I want to pull up another example, but for this one you're going to have to take some suppositions on my part. There exists a franchise from Nintendo, beloved by a die hard set who clamor for its return any given Direct. It's a franchise that never really had one single "creator" associated with it and its various major installments are all made by distinct teams. That franchise is F-Zero. This isn't to take away from Kazunobu Shimizu, it isn't to take away from Tadashi Sugiyama, and it isn't to take away from Hiroyuki Sakamato (credited directors of F-Zero, X and, GX respectively) nor their teams. Suffice to say F-Zero has never had a "creator" ready to fight tooth and nail to keep it happening. What available information exists about the GX development cycle implies it was Toshihiro Nagoshi who sought to make the game happen. We often think of opportunity cost as something a company worries about, that corporations don't make things because they'd be less profitable than other things they could be making, and definitely plenty of franchises fall to that (F-Zero fell victim to that when Criterion was offered the franchise in 2012). That said opportunity cost exists as a human concept, a career can only go so long, why if you have the infinite privilege of making choices about major projects would you spend it making something you didn't specifically dream of making. Sometimes sequels don't happen because, as with any art, there simply isn't enough will to make them, to commit to the years of work that will be required for that particular end product.

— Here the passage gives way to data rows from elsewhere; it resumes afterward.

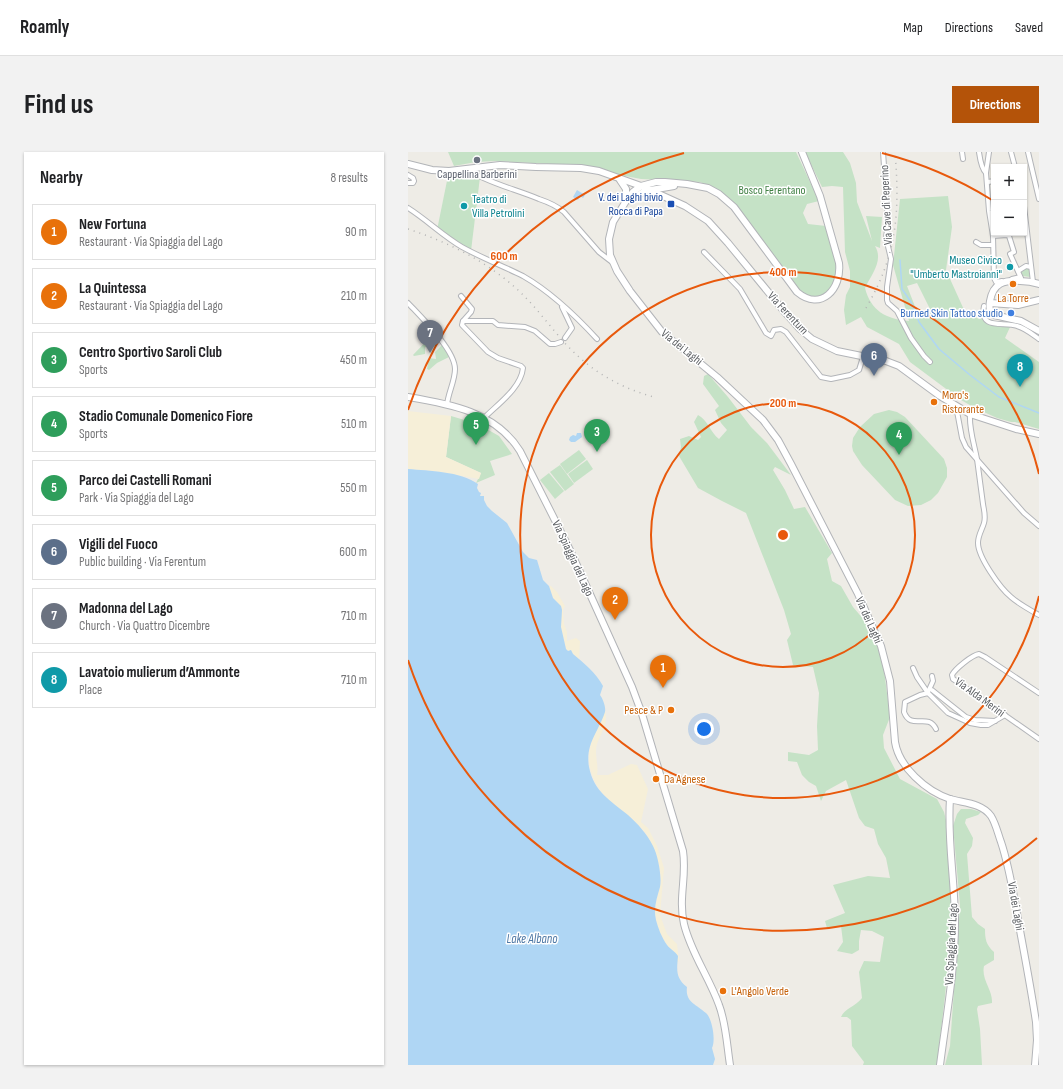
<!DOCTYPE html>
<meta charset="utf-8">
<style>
:root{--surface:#fff;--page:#f2f2f2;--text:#202124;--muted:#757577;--line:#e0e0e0;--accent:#b45309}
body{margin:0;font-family:"Sofia Sans Condensed",sans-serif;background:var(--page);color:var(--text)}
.controls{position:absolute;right:12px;top:12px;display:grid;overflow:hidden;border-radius:0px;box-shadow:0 1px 3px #0004}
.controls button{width:36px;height:36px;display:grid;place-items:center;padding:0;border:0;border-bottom:1px solid var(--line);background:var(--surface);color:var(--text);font:20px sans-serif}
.you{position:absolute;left:296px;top:577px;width:14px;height:14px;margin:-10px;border:3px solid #fff;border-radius:50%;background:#1a73e8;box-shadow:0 0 0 6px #1a73e833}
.badge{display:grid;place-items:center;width:26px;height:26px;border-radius:50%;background:var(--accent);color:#fff;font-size:13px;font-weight:700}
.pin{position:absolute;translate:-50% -33px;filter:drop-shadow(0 1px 2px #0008)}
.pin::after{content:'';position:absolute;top:21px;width:14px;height:12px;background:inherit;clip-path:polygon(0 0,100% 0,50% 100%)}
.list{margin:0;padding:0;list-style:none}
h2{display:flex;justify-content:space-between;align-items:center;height:52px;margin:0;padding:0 16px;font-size:17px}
h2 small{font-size:13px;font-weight:400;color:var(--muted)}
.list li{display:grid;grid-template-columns:26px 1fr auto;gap:12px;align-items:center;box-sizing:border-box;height:56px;margin:0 8px 8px;padding:0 8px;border:1px solid var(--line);border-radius:0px}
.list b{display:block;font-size:15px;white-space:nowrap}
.list p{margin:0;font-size:13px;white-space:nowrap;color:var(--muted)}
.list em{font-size:13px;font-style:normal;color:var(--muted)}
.map{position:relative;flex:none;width:631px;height:913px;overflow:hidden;border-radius:0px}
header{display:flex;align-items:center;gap:24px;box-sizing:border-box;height:56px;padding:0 20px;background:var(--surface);border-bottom:1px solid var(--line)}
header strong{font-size:19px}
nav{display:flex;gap:22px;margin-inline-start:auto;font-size:14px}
.intro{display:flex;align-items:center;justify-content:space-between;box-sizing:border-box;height:96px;padding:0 24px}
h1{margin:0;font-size:28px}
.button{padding:10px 18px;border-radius:0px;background:var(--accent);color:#fff;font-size:14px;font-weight:700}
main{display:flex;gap:24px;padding:0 24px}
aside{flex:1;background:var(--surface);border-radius:0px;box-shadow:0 1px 3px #0004}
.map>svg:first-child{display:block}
</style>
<header>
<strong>Roamly</strong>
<nav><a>Map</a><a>Directions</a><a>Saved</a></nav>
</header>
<div class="intro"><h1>Find us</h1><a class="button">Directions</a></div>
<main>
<aside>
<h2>Nearby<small>8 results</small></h2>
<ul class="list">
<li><span class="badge" style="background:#e8710a">1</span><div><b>New Fortuna</b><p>Restaurant · Via Spiaggia del Lago</p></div><em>90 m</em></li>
<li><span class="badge" style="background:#e8710a">2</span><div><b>La Quintessa</b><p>Restaurant · Via Spiaggia del Lago</p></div><em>210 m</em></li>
<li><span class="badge" style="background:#2e9e5b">3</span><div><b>Centro Sportivo Saroli Club</b><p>Sports</p></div><em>450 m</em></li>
<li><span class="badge" style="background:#2e9e5b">4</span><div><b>Stadio Comunale Domenico Fiore</b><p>Sports</p></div><em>510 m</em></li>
<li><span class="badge" style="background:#2e9e5b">5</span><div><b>Parco dei Castelli Romani</b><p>Park · Via Spiaggia del Lago</p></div><em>550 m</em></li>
<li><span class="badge" style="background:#5c6f8a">6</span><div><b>Vigili del Fuoco</b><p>Public building · Via Ferentum</p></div><em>600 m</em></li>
<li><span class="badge" style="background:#6b7280">7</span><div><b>Madonna del Lago</b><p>Church · Via Quattro Dicembre</p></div><em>710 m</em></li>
<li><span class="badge" style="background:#0f9aa8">8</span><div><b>Lavatoio mulierum d’Ammonte</b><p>Place</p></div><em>710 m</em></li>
</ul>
</aside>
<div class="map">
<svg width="631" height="913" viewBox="0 0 631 913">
<rect width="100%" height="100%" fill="#eeece6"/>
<g fill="#c5e2c6" fill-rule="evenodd">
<path d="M40,0H388L411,49L399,52L395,61L400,72L418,74L429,109L428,131L414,144L402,145L394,142L322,47L308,36L292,30L233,27L207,22L194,17L181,14L87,9L68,10L46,14Z"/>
<path d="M397,0H435L442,11L448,31L449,50L464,89L458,64L474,65L472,96L467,94C476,109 463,123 457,136C463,159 478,167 501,169L485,113L492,47L540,44L544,75L538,118L557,160L571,167L576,166L580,171L603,173L597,186L631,210V277L607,270H603L589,266L567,256L553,248L502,210L491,192L459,175L453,165L438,173L436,158L438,143L442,135V119L437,100L435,35L424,34L414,35ZM509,131L524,161L508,157L499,134Z"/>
<path d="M58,17L72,25L63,99L29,78L41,19Z"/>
<path d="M620,116L622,119V125L615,124L612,119Z"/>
<path d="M25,182L31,190L24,196L17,195V202L6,204L5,203Z"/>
<path d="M34,193L39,201L41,205L29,211L21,218L19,217L21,206L28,207L27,200Z"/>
<path d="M300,222L320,245L343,275L359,291L383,323L367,315L365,318L377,338L386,357L397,355L424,401L419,407L424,429L433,434L445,455L457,469L466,486L475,510L482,565L475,583L476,596L492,627L529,647L536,660L539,672L545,752L537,844L529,913H455L456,910L444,894L443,868L439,865H433C436,857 448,854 454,846L451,820L456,809L472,810L476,785L464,779L453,778L451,789V798L444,802L429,799L435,790L433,774L419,776L417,769L437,761L425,733L460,724L482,726L478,706L470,692L466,677L457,674L451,666L438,628L418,639L413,649L408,634L401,630L394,623L389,610L380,609V600L401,603L410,598L409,574L411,541L405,515L385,513L379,488L383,482L376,458L338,361L314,349L290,336L271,304L273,295L272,287L281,284L290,288L293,285L286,270L290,263C300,268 302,280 311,287L319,278L313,271L307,258L311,254L295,232L296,224Z"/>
<path d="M481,258L489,260L497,265L536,307L539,316V325L530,341L523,348L513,353L500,354L487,348L454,313L445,299L444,294L445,286L452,275L466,262Z"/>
<path d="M43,264L70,272L91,284L104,302L82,309L87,323L68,331L73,321L38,305Z"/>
<path d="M171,298L178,307L159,322L152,312Z"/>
<path d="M179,308L185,317L166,331L160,322Z"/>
<path d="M152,313L166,332L157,339L142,320Z"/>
<path d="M141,321L156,339L147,347L132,328Z"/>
<path d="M553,657H563L573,660L570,663L558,667L557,671L565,686L564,694L559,702L564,765L570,772L577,777C577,787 578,793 586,800V808L576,814C573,828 585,838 584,851L570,854L569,857L572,877L574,913H537L542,894L552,753L545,674L549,662Z"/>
</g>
<g fill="#f6efd8">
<path d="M0,259L43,264L38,305L73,321L71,327L26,319L0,317Z"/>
<path d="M141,434H143L149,440L157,454L155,458L156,472L159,480V489L168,486L172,489L171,508L165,502L163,498L160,499L158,497L153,475L154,458L153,454L145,446Z"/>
<path d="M197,558C201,570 193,581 189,592C186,602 191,613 189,623H200L223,612L229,613L240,637L233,670L240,676L249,694L256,716L252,763L259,782L269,792L271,808L269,811V804C267,799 262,797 259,793C254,786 250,776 248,768C245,756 249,746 252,735C256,718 245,697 238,682C235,677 230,673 226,669C207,652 188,643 182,616C177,596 189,577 197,558Z"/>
</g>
<g fill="#afd6f4">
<path d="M169,38L177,43L175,46L172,44L170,48L165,45Z"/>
<path d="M169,281H173L174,285L167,290H163L161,288L162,285L165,283L168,284Z"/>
<path d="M0,317C21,319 52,319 70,332L69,336L71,340L73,341L72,344H76V348L79,354L84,359L99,371L115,400L121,406L129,408L135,428L141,434L145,446L153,454L154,458L153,475L158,497L160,499L163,498L165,502C176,511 188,521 195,534L192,543C195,547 198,555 197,560C191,579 177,592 181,615C186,640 202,648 220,663C230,672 239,682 245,694C250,703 254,725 252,735C249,746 245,756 248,768C250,776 254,786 259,793C262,797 267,799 270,804C269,817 267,826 279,835C277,850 288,852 298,861C304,866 308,888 304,896L307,907L305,913H0Z"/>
</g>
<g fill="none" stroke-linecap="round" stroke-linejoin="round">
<path stroke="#afd6f4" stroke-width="1.5" d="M492,108L494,137L503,150L511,170L531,197L562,223L591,245L631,261"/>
<g stroke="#b3b5b9" stroke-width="6">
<g id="street">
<path d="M475,0L480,69L478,86L483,107L479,135V148L480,151L489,159L503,186L516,204L522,210"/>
<path d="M554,0L555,7"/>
<path d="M571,0C572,7 573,16 578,21"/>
<path d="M581,0L578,21L581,59L585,84L586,126L588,130L594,129"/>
<path d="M603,0L607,15"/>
<path d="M620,0L631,47"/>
<path d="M58,17C80,31 107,37 131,47C140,50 149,54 156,60L191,100L204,110"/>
<path d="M0,23L5,26L6,29L5,31H0"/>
<path d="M580,30L586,29"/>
<path d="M616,54L625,130"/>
<path d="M0,56C19,68 35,84 54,95C74,106 95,114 115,124C143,140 167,163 189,187"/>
<path d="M585,84L599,83L601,84L606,100L602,102L613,126"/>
<path d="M568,90L573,93H585"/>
<path d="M296,100L332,137L358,181L363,184L366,178L373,177L378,180L413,225L423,227L442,223L451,218L455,205"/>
<path d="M610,119L618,114L623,115"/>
<path d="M604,127L612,125"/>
<path d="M53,144L64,157L63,160L55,169"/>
<path d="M0,151C13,165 47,198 47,217C47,229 40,241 39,253"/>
<path d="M576,154C571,179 596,169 609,174C617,176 624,182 631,187"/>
<path d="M154,155L164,176L157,186"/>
<path d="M548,254L554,286L558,295L616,361L631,374"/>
<path d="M562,262C561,277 566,291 569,307C571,322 573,337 575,352C576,359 578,364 576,371C574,378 570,383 570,391C570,405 592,436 603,445C611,452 622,458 631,463"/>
<path d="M76,266C90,252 113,236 115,216L113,214L90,206L80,200L54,173L55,169H85L90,173L117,175L127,179L142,192H147L153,190"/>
<path d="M505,516L509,525L520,541"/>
<path d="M524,538L558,565L567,568L587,569"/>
<path d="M520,540L525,529L524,524"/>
<path d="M631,541L577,505L571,502C564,503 547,517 544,523L545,527L548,529L631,587"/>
<path d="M528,577C520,560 503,579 496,560L497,550L512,543L520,541L540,561L562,571L573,573H580L597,563"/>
</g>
</g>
<g stroke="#b2b4b8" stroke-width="8">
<g id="secondary">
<path d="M394,0L412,44L431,111C434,137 413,160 389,140L326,55L311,42L300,36L279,32L257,30H248L233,34L225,40L220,46L205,70L201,87L202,103L209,119L222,139L254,180L309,225L355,268L370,288L383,312L450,442L473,494L482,529L487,590C491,615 518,639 542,647C556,651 574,651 583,664C588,672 590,682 593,690C602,717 606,745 611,773C617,805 623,837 628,870L629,888L627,913"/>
<path d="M0,12L24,18L41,19L92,13L128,15L173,16L191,19L233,34L277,54L300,69L320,91L375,158L392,177L404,187L429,199L478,209L491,214L532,244L562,262L608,277L631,282"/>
<path d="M212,28L218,37V48"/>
<path d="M222,48L237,39L266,34"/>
<path d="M631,132C625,130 619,129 612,129C596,128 585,131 582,149C581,155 581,159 586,163L613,169L631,179"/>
<path d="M582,151L610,153L631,148"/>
<path d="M0,245C42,252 88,260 112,299L162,398L224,535L234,562L275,699C279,725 270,746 276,772C283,801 301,825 311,853C318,871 319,894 322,913"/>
<path d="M532,913C538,866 547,818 547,771C547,729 539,688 542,647"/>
</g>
</g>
<use href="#street" stroke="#fff" stroke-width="4"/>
<use href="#secondary" stroke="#fff" stroke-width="6"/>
<g stroke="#b3b4b4" stroke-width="1.5" stroke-dasharray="1 5" stroke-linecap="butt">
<path d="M0,77C40,90 80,110 111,139C127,154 140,172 155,189C180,217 209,235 246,245"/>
<path d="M458,156C489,103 492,61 487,0"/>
</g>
</g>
<g fill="none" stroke="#e8590c" stroke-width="2">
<circle cx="375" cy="383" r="132"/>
<path d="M631 444A263 263 0 1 1 631 322"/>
<path d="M629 686A395 395 0 0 1 0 508M0 258A395 395 0 0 1 276 1M474 1A395 395 0 0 1 584 48"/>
</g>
<circle fill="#6b7280" stroke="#fff" stroke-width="1.5" cx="69" cy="8" r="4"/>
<rect fill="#1a4fb4" stroke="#fff" stroke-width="1.5" x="259" y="48" width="8" height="8" rx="2"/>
<g fill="#0f9aa8" stroke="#fff" stroke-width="1.5">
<circle cx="56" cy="54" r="4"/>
<circle cx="602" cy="115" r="4"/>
</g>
<g fill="#e8710a" stroke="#fff" stroke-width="1.5">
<circle cx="605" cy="132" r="4"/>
<circle cx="526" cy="250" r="4"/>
<circle cx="263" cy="558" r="4"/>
<circle cx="248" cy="627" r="4"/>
<circle cx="315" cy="839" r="4"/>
</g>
<circle fill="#3f7fe0" stroke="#fff" stroke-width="1.5" cx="603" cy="161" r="4"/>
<g text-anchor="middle" stroke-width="3" stroke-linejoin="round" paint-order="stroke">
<g font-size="12" fill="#5b616d" stroke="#fff">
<text x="69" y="26">Cappellina Barberini</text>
</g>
<g font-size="12" fill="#408044" stroke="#fff">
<text x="364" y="42">Bosco Ferentano</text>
</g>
<g font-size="12" fill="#164399" stroke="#fff" text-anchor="end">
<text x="255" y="49">V. dei Laghi bivio<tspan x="255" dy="14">Rocca di Papa</tspan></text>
</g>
<g font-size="12" fill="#0d838f" stroke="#fff" text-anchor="start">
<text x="64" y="51">Teatro di<tspan x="64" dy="14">Villa Petrolini</tspan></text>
<text x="594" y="112" text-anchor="end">Museo Civico<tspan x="594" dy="14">"Umberto Mastroianni"</tspan></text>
</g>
<g font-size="12" fill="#5d6064" stroke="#fff">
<text transform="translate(478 53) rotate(-93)" y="4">Via Cave di Peperino</text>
<text transform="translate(380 161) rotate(47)" y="4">Via Ferentum</text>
<text transform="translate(274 195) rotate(39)" y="4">Via dei Laghi</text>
<text transform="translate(165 406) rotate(65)" y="4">Via Spiaggia del Lago</text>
<text transform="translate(461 468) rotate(66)" y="4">Via dei Laghi</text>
<text transform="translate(572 545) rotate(36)" y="4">Via Alda Merini</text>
<text transform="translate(608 754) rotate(80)" y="4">Via dei Laghi</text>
<text transform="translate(543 792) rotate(-87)" y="4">Via Spiaggia del Lago</text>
</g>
<g font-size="12" fill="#c56008" stroke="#fff" text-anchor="start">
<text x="605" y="150" text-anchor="middle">La Torre</text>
<text x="534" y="247">Moro's<tspan x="534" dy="14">Ristorante</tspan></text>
<text x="255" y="562" text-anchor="end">Pesce &amp; P</text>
<text x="256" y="631">Da Agnese</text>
<text x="323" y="843">L'Angolo Verde</text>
</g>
<g font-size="12" fill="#366cbe" stroke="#fff" text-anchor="end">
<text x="595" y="165">Burned Skin Tattoo studio</text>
</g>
<g font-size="13" font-style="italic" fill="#4e78a5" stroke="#fff">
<text x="124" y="791">Lake Albano</text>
</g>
</g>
<circle cx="375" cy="383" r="6" fill="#e8590c" stroke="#fff" stroke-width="2"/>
<g font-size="12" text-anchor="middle" font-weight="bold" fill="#e8590c" stroke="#fff" stroke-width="3" stroke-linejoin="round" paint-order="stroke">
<text x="96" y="108">600 m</text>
<text x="375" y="124">400 m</text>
<text x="375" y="255">200 m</text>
</g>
</svg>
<div class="controls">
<button>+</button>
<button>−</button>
</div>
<div class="you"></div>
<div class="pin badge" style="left:255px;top:536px;background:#e8710a">1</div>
<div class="pin badge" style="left:207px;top:468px;background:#e8710a">2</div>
<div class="pin badge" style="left:189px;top:300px;background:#2e9e5b">3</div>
<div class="pin badge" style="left:491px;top:303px;background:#2e9e5b">4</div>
<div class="pin badge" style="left:68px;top:293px;background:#2e9e5b">5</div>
<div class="pin badge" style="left:466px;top:224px;background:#5c6f8a">6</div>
<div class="pin badge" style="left:22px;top:201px;background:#6b7280">7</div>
<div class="pin badge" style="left:612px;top:235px;background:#0f9aa8">8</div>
</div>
</main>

So what's my point here, what am I really getting at? I feel like I'm trying to find it myself but really it's that sometimes we accept a franchise ends not because there's no interest or profit, but because people have to make it and there isn't a will to keep that going. I think it's a healthy and important piece of discussing continuations of a creative work to accept that sometimes something need not be forced into ending by circumstances external to its creator. It doesn't have to stop because there's just nowhere to go with it. Sometimes it just needs to be accepted that it's done. There's often an attachment and desire to treat video games like objects in motion, in motion until something makes them stop. Sometimes there's just not enough keeping them going and that's okay.